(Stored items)
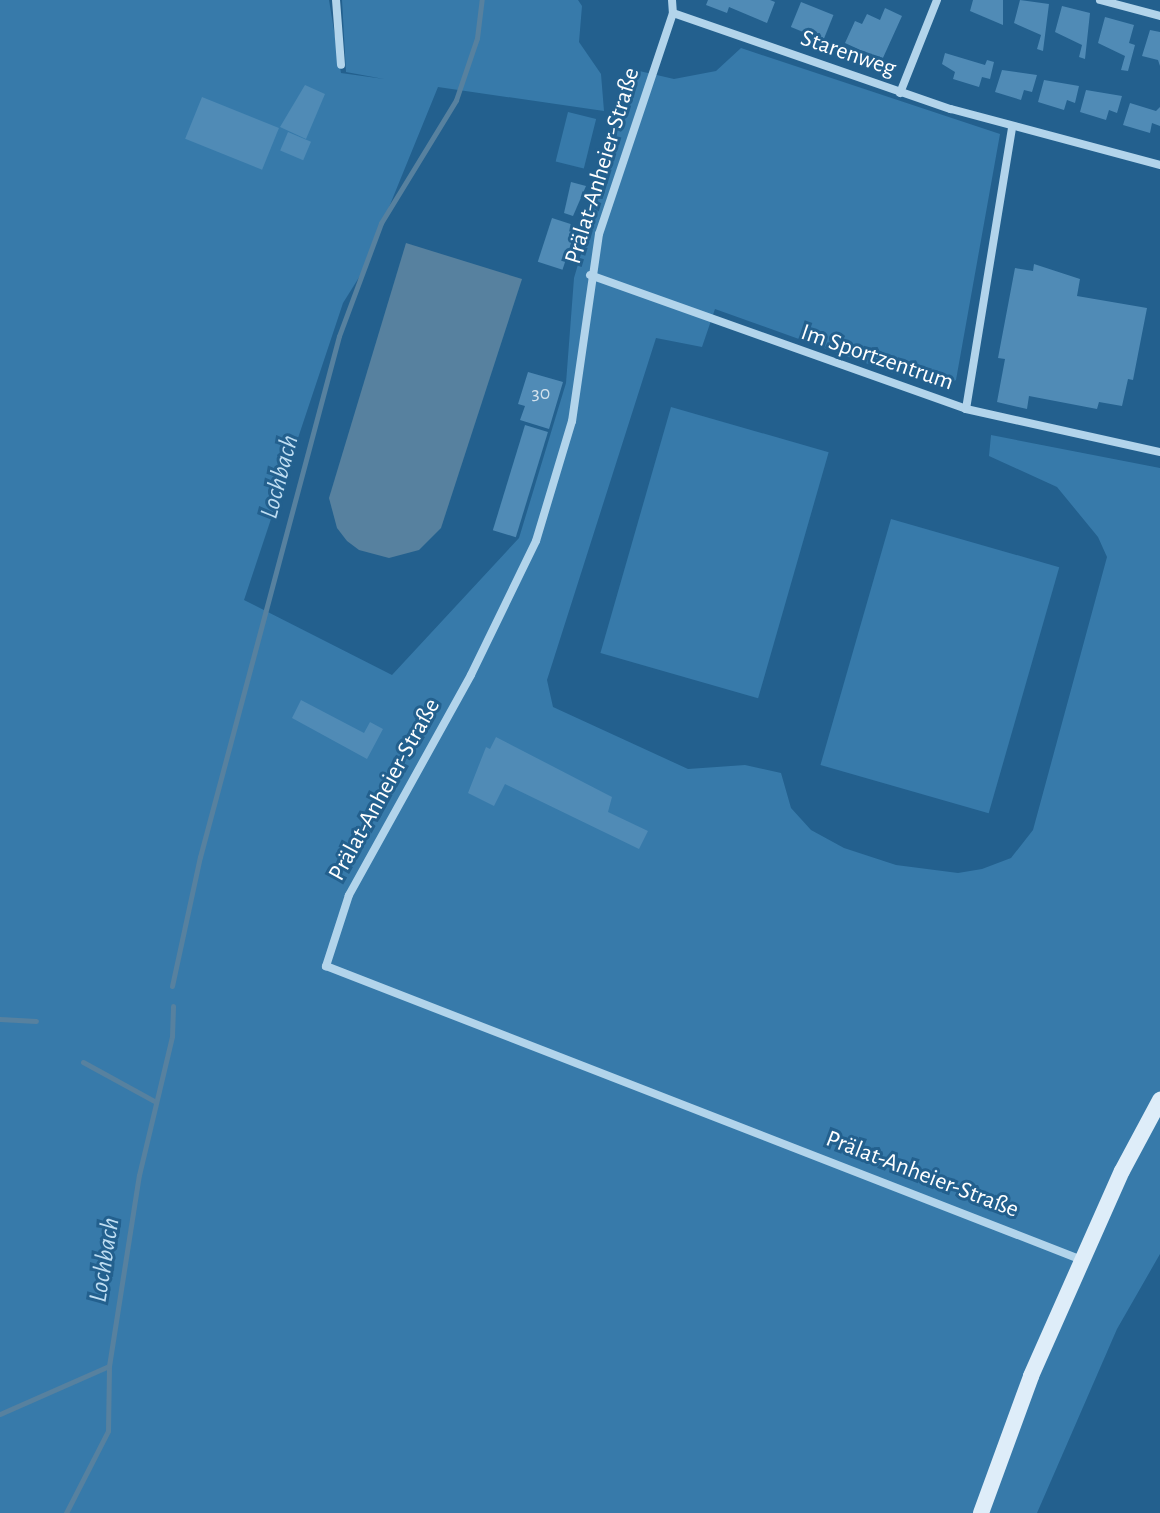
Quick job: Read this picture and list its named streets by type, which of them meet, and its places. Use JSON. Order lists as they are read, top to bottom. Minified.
{"streets":{"street":["Starenweg","Prälat-Anheier-Straße","Im Sportzentrum"]},"crossings":[["Starenweg","Prälat-Anheier-Straße"],["Prälat-Anheier-Straße","Im Sportzentrum"]],"water":["Lochbach"],"house_numbers":["30"]}
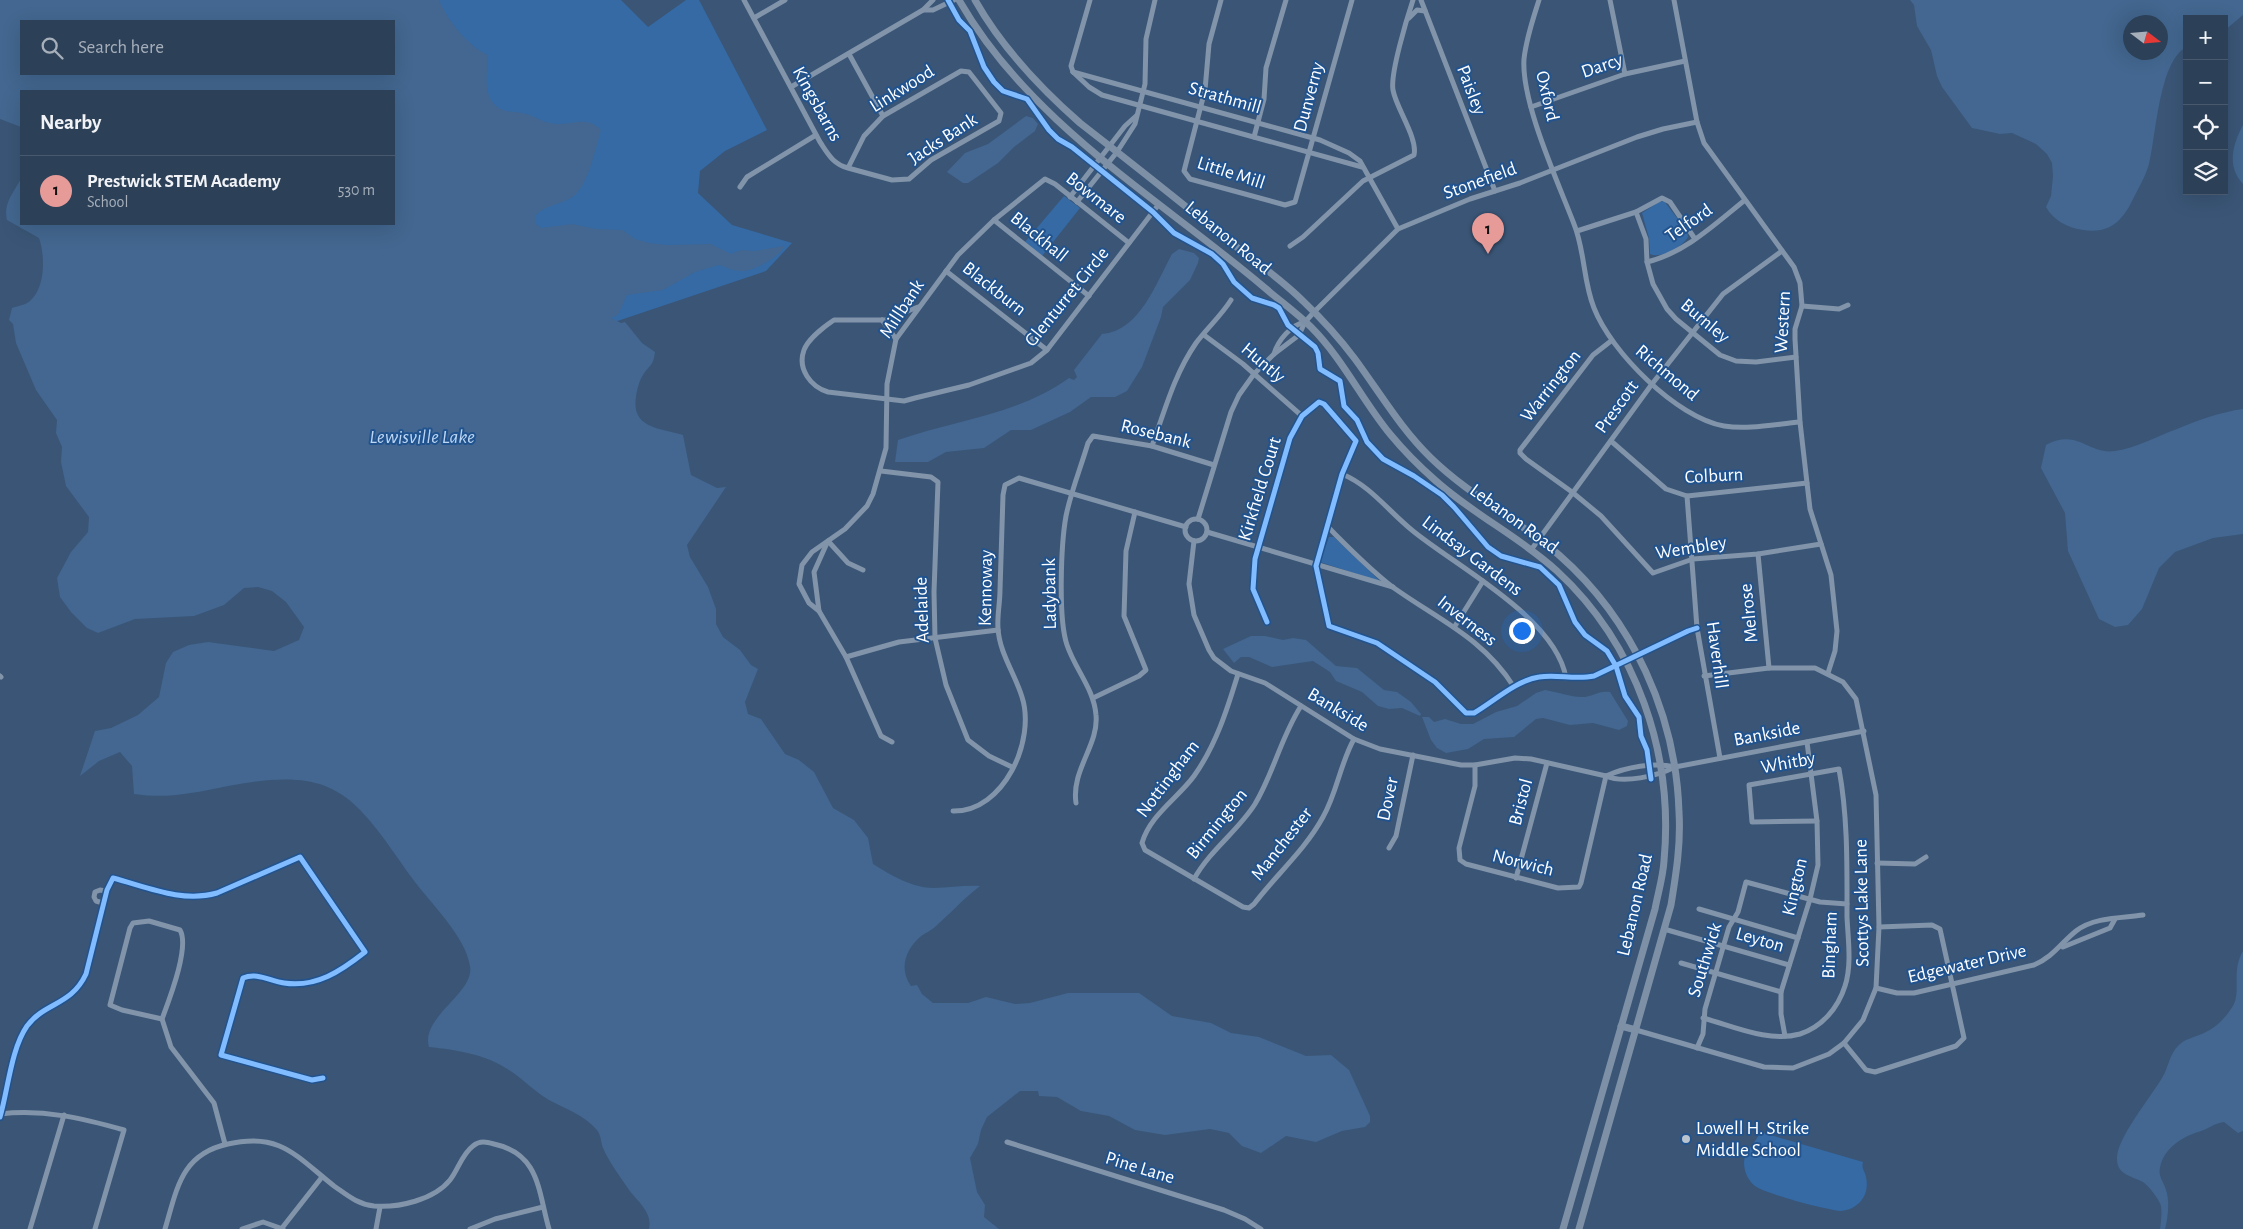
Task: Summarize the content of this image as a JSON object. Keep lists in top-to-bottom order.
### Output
{
  "streets": {
    "main road": ["Lebanon Road"],
    "street": [
      "Darcy",
      "Linkwood",
      "Paisley",
      "Oxford",
      "Dunverny",
      "Strathmill",
      "Kingsbarns",
      "Jacks Bank",
      "Little Mill",
      "Stonefield",
      "Bowmare",
      "Telford",
      "Blackhall",
      "Blackburn",
      "Glenturret Circle",
      "Millbank",
      "Burnley",
      "Western",
      "Huntly",
      "Richmond",
      "Warrington",
      "Prescott",
      "Rosebank",
      "Colburn",
      "Kirkfield Court",
      "Wembley",
      "Lindsay Gardens",
      "Kennoway",
      "Ladybank",
      "Adelaide",
      "Melrose",
      "Inverness",
      "Haverhill",
      "Bankside",
      "Whitby",
      "Nottingham",
      "Dover",
      "Bristol",
      "Birmington",
      "Manchester",
      "Norwich",
      "Kington",
      "Scottys Lake Lane",
      "Leyton",
      "Bingham",
      "Southwick",
      "Edgewater Drive",
      "Pine Lane"
    ]
  },
  "crossings": [
    ["Darcy", "Oxford"],
    ["Darcy", "Western"],
    ["Linkwood", "Kingsbarns"],
    ["Linkwood", "Jacks Bank"],
    ["Paisley", "Stonefield"],
    ["Oxford", "Stonefield"],
    ["Oxford", "Richmond"],
    ["Dunverny", "Strathmill"],
    ["Dunverny", "Little Mill"],
    ["Strathmill", "Little Mill"],
    ["Strathmill", "Stonefield"],
    ["Kingsbarns", "Jacks Bank"],
    ["Stonefield", "Lebanon Road"],
    ["Stonefield", "Western"],
    ["Stonefield", "Richmond"],
    ["Bowmare", "Glenturret Circle"],
    ["Bowmare", "Millbank"],
    ["Telford", "Burnley"],
    ["Telford", "Western"],
    ["Blackhall", "Glenturret Circle"],
    ["Blackhall", "Millbank"],
    ["Lebanon Road", "Glenturret Circle"],
    ["Lebanon Road", "Prescott"],
    ["Lebanon Road", "Bankside"],
    ["Lebanon Road", "Scottys Lake Lane"],
    ["Lebanon Road", "Leyton"],
    ["Blackburn", "Glenturret Circle"],
    ["Blackburn", "Millbank"],
    ["Glenturret Circle", "Millbank"],
    ["Millbank", "Adelaide"],
    ["Burnley", "Western"],
    ["Burnley", "Prescott"],
    ["Western", "Richmond"],
    ["Western", "Prescott"],
    ["Western", "Colburn"],
    ["Western", "Wembley"],
    ["Western", "Scottys Lake Lane"],
    ["Huntly", "Kirkfield Court"],
    ["Richmond", "Warrington"],
    ["Richmond", "Prescott"],
    ["Warrington", "Wembley"],
    ["Prescott", "Colburn"],
    ["Prescott", "Wembley"],
    ["Rosebank", "Ladybank"],
    ["Colburn", "Haverhill"],
    ["Kirkfield Court", "Inverness"],
    ["Wembley", "Melrose"],
    ["Wembley", "Haverhill"],
    ["Kennoway", "Ladybank"],
    ["Kennoway", "Adelaide"],
    ["Melrose", "Scottys Lake Lane"],
    ["Inverness", "Bankside"],
    ["Haverhill", "Bankside"],
    ["Haverhill", "Scottys Lake Lane"],
    ["Bankside", "Nottingham"],
    ["Bankside", "Dover"],
    ["Bankside", "Bristol"],
    ["Bankside", "Birmington"],
    ["Bankside", "Manchester"],
    ["Bankside", "Norwich"],
    ["Bankside", "Kington"],
    ["Bankside", "Scottys Lake Lane"],
    ["Whitby", "Kington"],
    ["Whitby", "Bingham"],
    ["Nottingham", "Birmington"],
    ["Nottingham", "Manchester"],
    ["Bristol", "Norwich"],
    ["Birmington", "Manchester"],
    ["Kington", "Leyton"],
    ["Kington", "Bingham"],
    ["Kington", "Southwick"],
    ["Scottys Lake Lane", "Southwick"],
    ["Scottys Lake Lane", "Edgewater Drive"],
    ["Leyton", "Southwick"],
    ["Bingham", "Southwick"]
  ],
  "water": ["Lewisville Lake"],
  "places": ["Lowell H. Strike Middle School"],
  "north": "right",
  "page": {
    "map_buttons": ["+", "−"],
    "search": "Search here",
    "heading": "Nearby",
    "list": [
      {
        "mark": "1",
        "name": "Prestwick STEM Academy",
        "note": "School",
        "value": "530 m"
      }
    ],
    "pins": "1"
  }
}
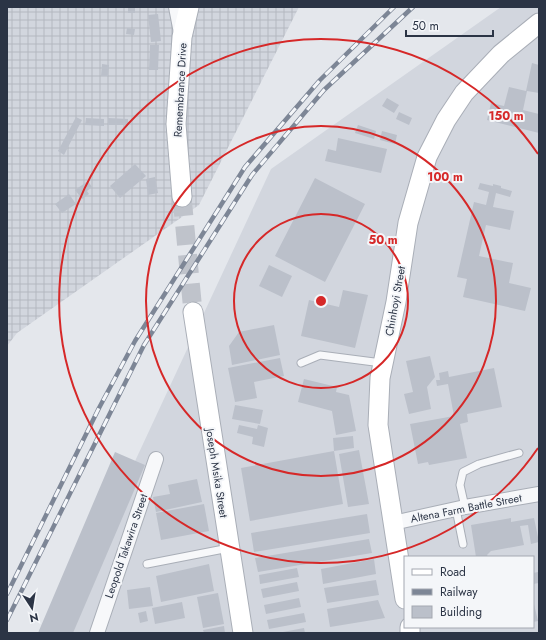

_Your goal_: Retype all records exactly as shown above, images excluded.

_Output of the task_:
Quick job: Read this picture and list its named streets by type, which of them meet, and its places. Use JSON. Order lists as they are read, top to bottom. Minified.
{"streets":{"street":["Starenweg","Prälat-Anheier-Straße","Im Sportzentrum"]},"crossings":[["Starenweg","Prälat-Anheier-Straße"],["Prälat-Anheier-Straße","Im Sportzentrum"]],"water":["Lochbach"],"house_numbers":["30"]}
Task: Summarize the content of this image as a JSON object. Keep lists in top-to-bottom order.
### Output
{
  "streets": {
    "main road": ["Lebanon Road"],
    "street": [
      "Darcy",
      "Linkwood",
      "Paisley",
      "Oxford",
      "Dunverny",
      "Strathmill",
      "Kingsbarns",
      "Jacks Bank",
      "Little Mill",
      "Stonefield",
      "Bowmare",
      "Telford",
      "Blackhall",
      "Blackburn",
      "Glenturret Circle",
      "Millbank",
      "Burnley",
      "Western",
      "Huntly",
      "Richmond",
      "Warrington",
      "Prescott",
      "Rosebank",
      "Colburn",
      "Kirkfield Court",
      "Wembley",
      "Lindsay Gardens",
      "Kennoway",
      "Ladybank",
      "Adelaide",
      "Melrose",
      "Inverness",
      "Haverhill",
      "Bankside",
      "Whitby",
      "Nottingham",
      "Dover",
      "Bristol",
      "Birmington",
      "Manchester",
      "Norwich",
      "Kington",
      "Scottys Lake Lane",
      "Leyton",
      "Bingham",
      "Southwick",
      "Edgewater Drive",
      "Pine Lane"
    ]
  },
  "crossings": [
    ["Darcy", "Oxford"],
    ["Darcy", "Western"],
    ["Linkwood", "Kingsbarns"],
    ["Linkwood", "Jacks Bank"],
    ["Paisley", "Stonefield"],
    ["Oxford", "Stonefield"],
    ["Oxford", "Richmond"],
    ["Dunverny", "Strathmill"],
    ["Dunverny", "Little Mill"],
    ["Strathmill", "Little Mill"],
    ["Strathmill", "Stonefield"],
    ["Kingsbarns", "Jacks Bank"],
    ["Stonefield", "Lebanon Road"],
    ["Stonefield", "Western"],
    ["Stonefield", "Richmond"],
    ["Bowmare", "Glenturret Circle"],
    ["Bowmare", "Millbank"],
    ["Telford", "Burnley"],
    ["Telford", "Western"],
    ["Blackhall", "Glenturret Circle"],
    ["Blackhall", "Millbank"],
    ["Lebanon Road", "Glenturret Circle"],
    ["Lebanon Road", "Prescott"],
    ["Lebanon Road", "Bankside"],
    ["Lebanon Road", "Scottys Lake Lane"],
    ["Lebanon Road", "Leyton"],
    ["Blackburn", "Glenturret Circle"],
    ["Blackburn", "Millbank"],
    ["Glenturret Circle", "Millbank"],
    ["Millbank", "Adelaide"],
    ["Burnley", "Western"],
    ["Burnley", "Prescott"],
    ["Western", "Richmond"],
    ["Western", "Prescott"],
    ["Western", "Colburn"],
    ["Western", "Wembley"],
    ["Western", "Scottys Lake Lane"],
    ["Huntly", "Kirkfield Court"],
    ["Richmond", "Warrington"],
    ["Richmond", "Prescott"],
    ["Warrington", "Wembley"],
    ["Prescott", "Colburn"],
    ["Prescott", "Wembley"],
    ["Rosebank", "Ladybank"],
    ["Colburn", "Haverhill"],
    ["Kirkfield Court", "Inverness"],
    ["Wembley", "Melrose"],
    ["Wembley", "Haverhill"],
    ["Kennoway", "Ladybank"],
    ["Kennoway", "Adelaide"],
    ["Melrose", "Scottys Lake Lane"],
    ["Inverness", "Bankside"],
    ["Haverhill", "Bankside"],
    ["Haverhill", "Scottys Lake Lane"],
    ["Bankside", "Nottingham"],
    ["Bankside", "Dover"],
    ["Bankside", "Bristol"],
    ["Bankside", "Birmington"],
    ["Bankside", "Manchester"],
    ["Bankside", "Norwich"],
    ["Bankside", "Kington"],
    ["Bankside", "Scottys Lake Lane"],
    ["Whitby", "Kington"],
    ["Whitby", "Bingham"],
    ["Nottingham", "Birmington"],
    ["Nottingham", "Manchester"],
    ["Bristol", "Norwich"],
    ["Birmington", "Manchester"],
    ["Kington", "Leyton"],
    ["Kington", "Bingham"],
    ["Kington", "Southwick"],
    ["Scottys Lake Lane", "Southwick"],
    ["Scottys Lake Lane", "Edgewater Drive"],
    ["Leyton", "Southwick"],
    ["Bingham", "Southwick"]
  ],
  "water": ["Lewisville Lake"],
  "places": ["Lowell H. Strike Middle School"],
  "north": "right",
  "page": {
    "map_buttons": ["+", "−"],
    "search": "Search here",
    "heading": "Nearby",
    "list": [
      {
        "mark": "1",
        "name": "Prestwick STEM Academy",
        "note": "School",
        "value": "530 m"
      }
    ],
    "pins": "1"
  }
}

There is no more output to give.